La Réunion prépare l’après-chik
Le chikungunya a mis à mal l’économie touristique de l’île. Malgré quelques frémissements depuis mi-mai, les professionnels n’attendent pas de véritable embellie avant la saison d’hiver.
Aucun moustique porteur du chik n’aura entamé la bonne humeur des 33 voyages de l’opération Dalons, organisés du 17 avril au 18 juin par le Comité du tourisme de la Réunion (CTR) et la chambre régionale du Snav à la Réunion, soutenus par Air France, Corsair et les prestataires locaux. En trois mois, 630 agents de voyages dalons (amis en réunionnais), munis de leur répulsif et de leur crème solaire, ont pu (re)découvrir la destination, à un prix défiant toute concurrence: 200 Epour le vendeur (vols inclus) et 250 E pour l’accompagnant. Nous avions tablé sur 900 participants, mais nos dalons ont été un peu frileux au départ !, explique Jocelyne Lauret, présidente du CTR.
L’opération aura non seulement permis de rassurer les vendeurs qui ont pu se faire une idée par eux- mêmes de la situation sur place, mais également de faire travailler les professionnels locaux pendant trois mois. Car sur l’île, la situation est proche de la catastrophe : restaurants, chambres d’hôtes, hôtels, petites structures sportives et agences réceptives ont vu leur chiffre d’affaires chuter, parfois de 90 % depuis février. Les cirques de Cilaos et Salazie (les plus exposés à la maladie) sont vides, la Maison du Volcan ne voit plus personne et la Maison de la Vanille a définitivement fermé ses portes.
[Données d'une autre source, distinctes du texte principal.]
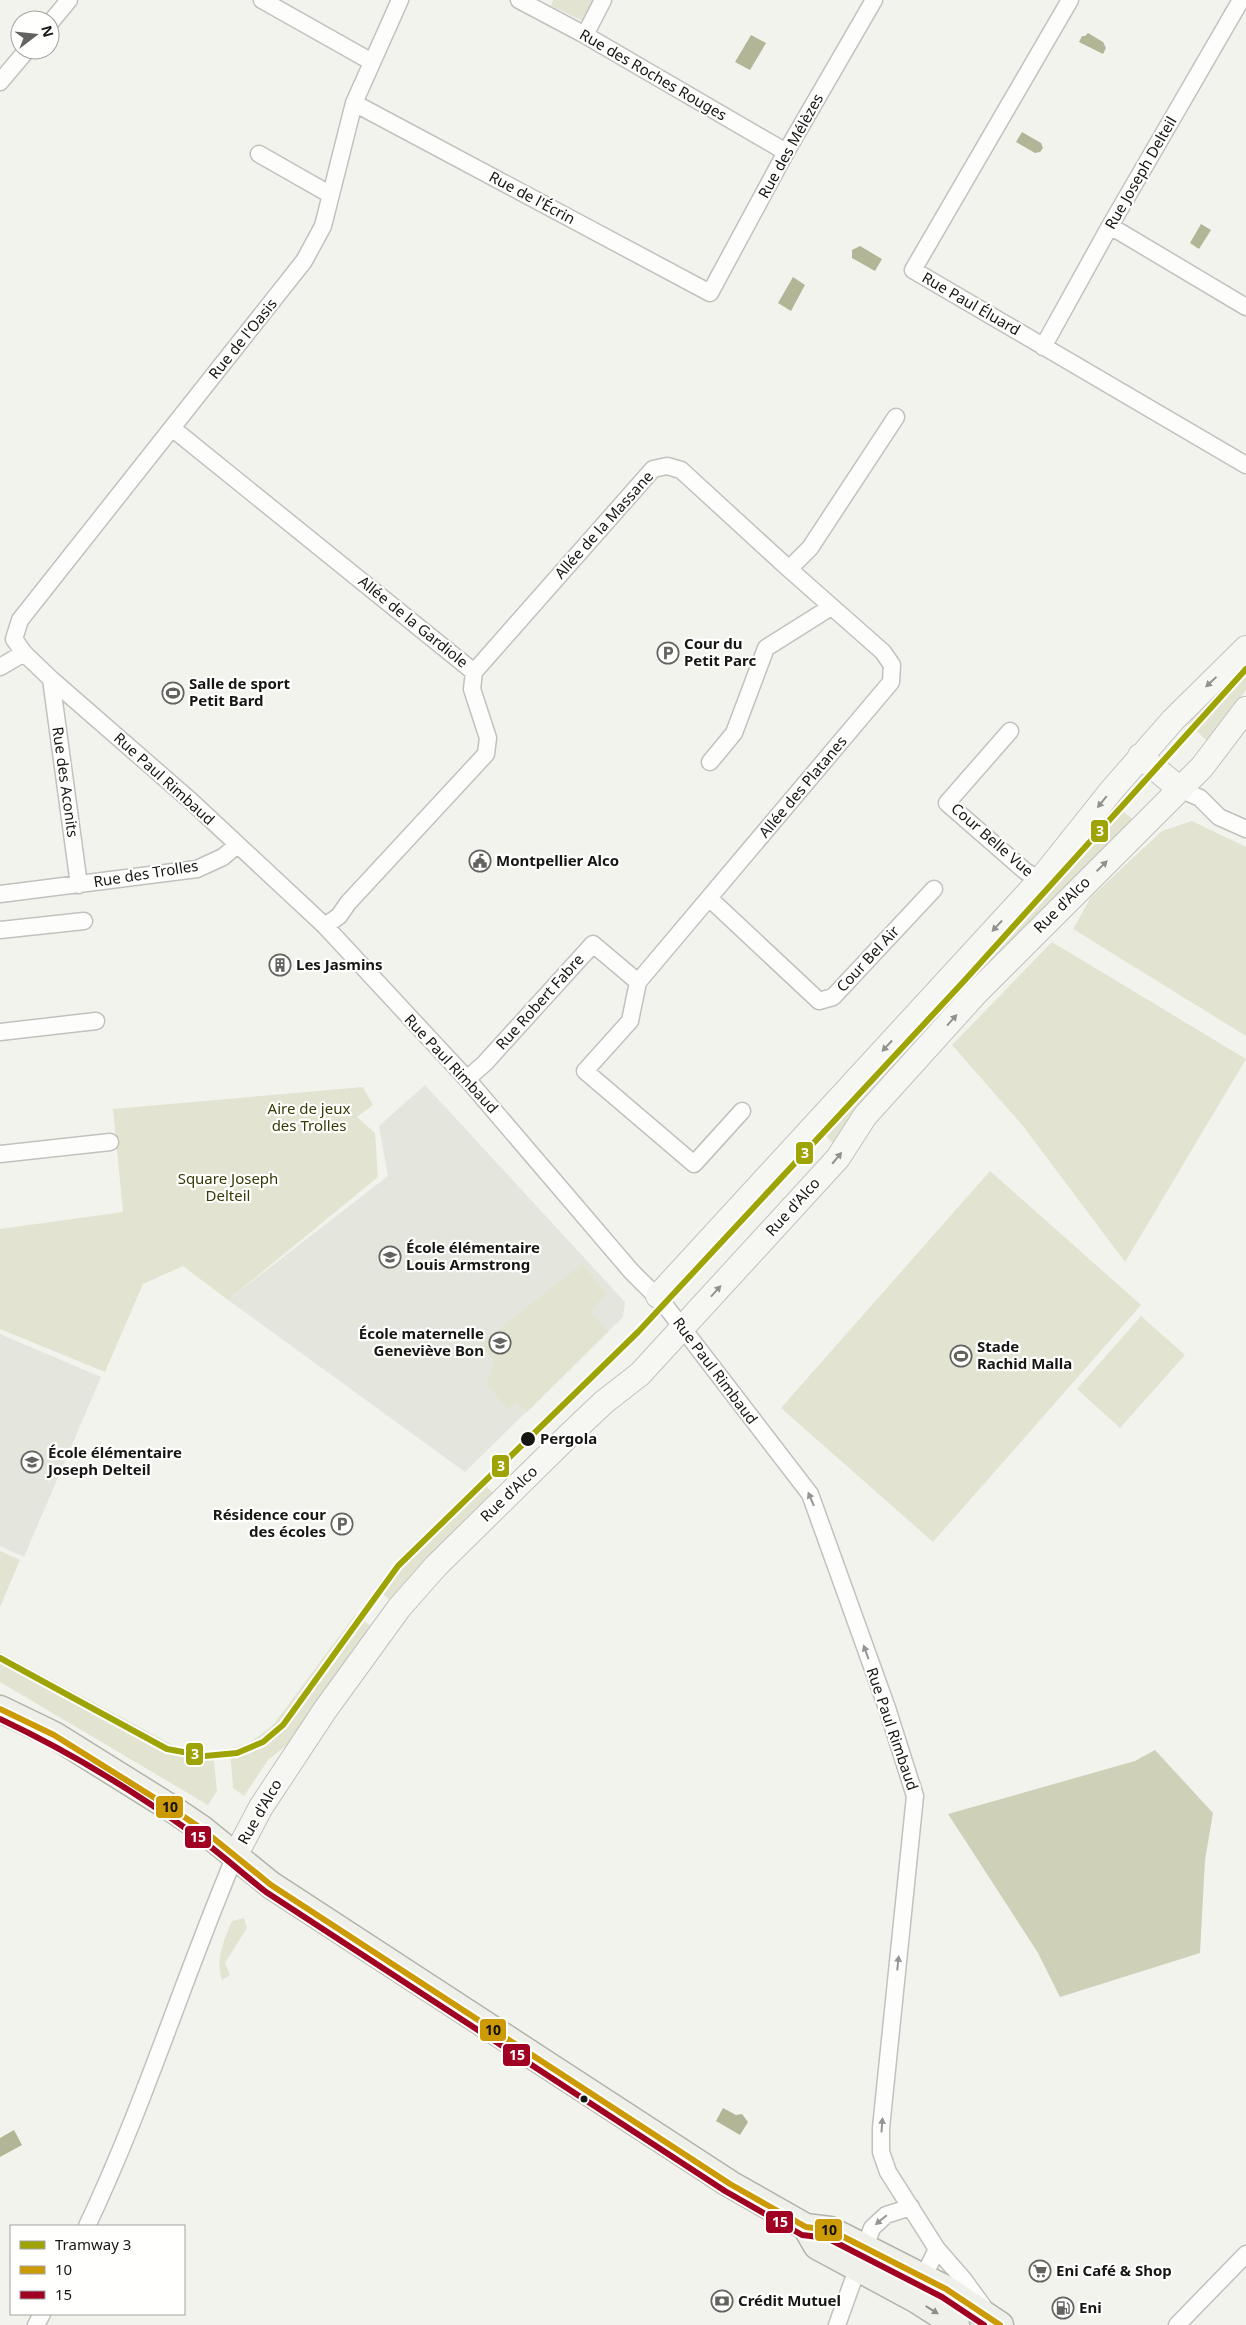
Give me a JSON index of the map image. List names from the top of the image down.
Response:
{
  "streets": {
    "street": [
      "Rue des Roches Rouges",
      "Rue des Mélèzes",
      "Rue Joseph Delteil",
      "Rue de l'Écrin",
      "Rue Paul Éluard",
      "Rue de l'Oasis",
      "Allée de la Massane",
      "Allée de la Gardiole",
      "Rue Paul Rimbaud",
      "Rue des Aconits",
      "Allée des Platanes",
      "Cour Belle Vue",
      "Rue des Trolles",
      "Rue d'Alco",
      "Cour Bel Air",
      "Rue Robert Fabre"
    ]
  },
  "crossings": [
    ["Rue des Roches Rouges", "Rue des Mélèzes"],
    ["Rue des Mélèzes", "Rue de l'Écrin"],
    ["Rue Joseph Delteil", "Rue Paul Éluard"],
    ["Rue de l'Écrin", "Rue de l'Oasis"],
    ["Rue de l'Oasis", "Allée de la Gardiole"],
    ["Rue de l'Oasis", "Rue Paul Rimbaud"],
    ["Allée de la Massane", "Allée de la Gardiole"],
    ["Allée de la Massane", "Allée des Platanes"],
    ["Allée de la Gardiole", "Rue Paul Rimbaud"],
    ["Rue Paul Rimbaud", "Rue des Aconits"],
    ["Rue Paul Rimbaud", "Rue des Trolles"],
    ["Rue Paul Rimbaud", "Rue d'Alco"],
    ["Rue Paul Rimbaud", "Rue Robert Fabre"],
    ["Rue des Aconits", "Rue des Trolles"],
    ["Allée des Platanes", "Cour Bel Air"],
    ["Allée des Platanes", "Rue Robert Fabre"]
  ],
  "one_way": ["Rue Paul Rimbaud"],
  "parks": ["Aire de jeux des Trolles", "Square Joseph Delteil"],
  "places": {
    "parking": ["Cour du Petit Parc", "Résidence cour des écoles"],
    "sports": ["Salle de sport Petit Bard", "Stade Rachid Malla"],
    "public building": ["Montpellier Alco"],
    "building": ["Les Jasmins"],
    "school or university": ["École élémentaire Louis Armstrong", "École maternelle Geneviève Bon", "École élémentaire Joseph Delteil"],
    "other": ["Pergola"],
    "supermarket": ["Eni Café & Shop"],
    "bank": ["Crédit Mutuel"],
    "fuel station": ["Eni"]
  },
  "lines": ["tram line 3", "transit line 10", "transit line 15"],
  "legend": ["Tramway 3", "10", "15"],
  "north": "right"
}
Une série de promotions locales
Concernant l’aide de l’Etat, les 60 ME promis pour soutenir l’artisanat et le tourisme sont loin d’être dépensés car, selon Jocelyne Lauret, trop peu de petites entreprises familiales ont rempli le dossier de constat d’inactivité. En avril, le Conseil régional a initié une série de promotions locales avec l’aide des prestataires, ce qui a permis à quelques hôtels de surmonter la crise, en accueillant notamment des séminaires. Les autres ont profité de la chute d’activité pour effectuer des travaux et tenter, vaille que vaille, de passer le cap chik.
Mais cela n’a pas empêché la fermeture, parfois définitive, d’une dizaine d’établissements de l’île. A commencer par le groupe Apavou, en pleine restructuration, qui concentre ses clients dans quelques hôtels (Le Saint-Denis, les Jardins de Bourbon, le Maharani…), les autres étant provisoirement fermés.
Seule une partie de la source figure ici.